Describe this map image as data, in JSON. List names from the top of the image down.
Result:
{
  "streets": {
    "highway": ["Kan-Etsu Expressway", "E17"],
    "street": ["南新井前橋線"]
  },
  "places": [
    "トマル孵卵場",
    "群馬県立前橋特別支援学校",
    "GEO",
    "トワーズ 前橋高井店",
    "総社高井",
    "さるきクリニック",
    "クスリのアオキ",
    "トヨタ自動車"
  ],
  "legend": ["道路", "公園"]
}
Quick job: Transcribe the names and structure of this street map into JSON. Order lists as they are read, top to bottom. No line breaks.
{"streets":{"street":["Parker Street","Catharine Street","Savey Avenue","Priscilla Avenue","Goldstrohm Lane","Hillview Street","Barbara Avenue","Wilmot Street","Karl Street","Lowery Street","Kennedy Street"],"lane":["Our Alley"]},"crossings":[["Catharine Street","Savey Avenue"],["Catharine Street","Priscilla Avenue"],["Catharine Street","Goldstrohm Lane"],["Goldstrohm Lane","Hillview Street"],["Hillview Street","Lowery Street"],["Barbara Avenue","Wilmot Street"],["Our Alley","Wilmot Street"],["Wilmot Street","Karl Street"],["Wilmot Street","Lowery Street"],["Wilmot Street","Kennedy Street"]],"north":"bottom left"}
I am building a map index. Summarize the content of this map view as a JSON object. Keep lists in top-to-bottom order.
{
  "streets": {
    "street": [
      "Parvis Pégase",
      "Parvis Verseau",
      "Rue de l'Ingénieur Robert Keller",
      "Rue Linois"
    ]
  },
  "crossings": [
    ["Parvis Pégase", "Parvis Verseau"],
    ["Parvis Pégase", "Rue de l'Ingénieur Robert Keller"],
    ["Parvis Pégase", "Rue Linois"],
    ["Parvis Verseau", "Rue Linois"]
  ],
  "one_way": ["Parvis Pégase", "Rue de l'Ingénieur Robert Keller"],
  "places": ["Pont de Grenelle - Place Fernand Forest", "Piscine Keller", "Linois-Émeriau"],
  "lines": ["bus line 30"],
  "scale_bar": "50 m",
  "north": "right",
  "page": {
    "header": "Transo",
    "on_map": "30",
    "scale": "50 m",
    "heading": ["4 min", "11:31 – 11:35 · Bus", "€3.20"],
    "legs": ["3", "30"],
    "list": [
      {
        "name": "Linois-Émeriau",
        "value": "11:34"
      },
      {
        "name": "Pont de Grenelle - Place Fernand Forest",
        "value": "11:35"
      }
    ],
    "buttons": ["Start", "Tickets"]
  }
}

* _Task brief_: All of the material above is to be repeated exactly.

* _Answer space_:
Describe this map image as data, in JSON. List names from the top of the image down.
Result:
{
  "streets": {
    "highway": ["Kan-Etsu Expressway", "E17"],
    "street": ["南新井前橋線"]
  },
  "places": [
    "トマル孵卵場",
    "群馬県立前橋特別支援学校",
    "GEO",
    "トワーズ 前橋高井店",
    "総社高井",
    "さるきクリニック",
    "クスリのアオキ",
    "トヨタ自動車"
  ],
  "legend": ["道路", "公園"]
}
Quick job: Transcribe the names and structure of this street map into JSON. Order lists as they are read, top to bottom. No line breaks.
{"streets":{"street":["Parker Street","Catharine Street","Savey Avenue","Priscilla Avenue","Goldstrohm Lane","Hillview Street","Barbara Avenue","Wilmot Street","Karl Street","Lowery Street","Kennedy Street"],"lane":["Our Alley"]},"crossings":[["Catharine Street","Savey Avenue"],["Catharine Street","Priscilla Avenue"],["Catharine Street","Goldstrohm Lane"],["Goldstrohm Lane","Hillview Street"],["Hillview Street","Lowery Street"],["Barbara Avenue","Wilmot Street"],["Our Alley","Wilmot Street"],["Wilmot Street","Karl Street"],["Wilmot Street","Lowery Street"],["Wilmot Street","Kennedy Street"]],"north":"bottom left"}
I am building a map index. Summarize the content of this map view as a JSON object. Keep lists in top-to-bottom order.
{
  "streets": {
    "street": [
      "Parvis Pégase",
      "Parvis Verseau",
      "Rue de l'Ingénieur Robert Keller",
      "Rue Linois"
    ]
  },
  "crossings": [
    ["Parvis Pégase", "Parvis Verseau"],
    ["Parvis Pégase", "Rue de l'Ingénieur Robert Keller"],
    ["Parvis Pégase", "Rue Linois"],
    ["Parvis Verseau", "Rue Linois"]
  ],
  "one_way": ["Parvis Pégase", "Rue de l'Ingénieur Robert Keller"],
  "places": ["Pont de Grenelle - Place Fernand Forest", "Piscine Keller", "Linois-Émeriau"],
  "lines": ["bus line 30"],
  "scale_bar": "50 m",
  "north": "right",
  "page": {
    "header": "Transo",
    "on_map": "30",
    "scale": "50 m",
    "heading": ["4 min", "11:31 – 11:35 · Bus", "€3.20"],
    "legs": ["3", "30"],
    "list": [
      {
        "name": "Linois-Émeriau",
        "value": "11:34"
      },
      {
        "name": "Pont de Grenelle - Place Fernand Forest",
        "value": "11:35"
      }
    ],
    "buttons": ["Start", "Tickets"]
  }
}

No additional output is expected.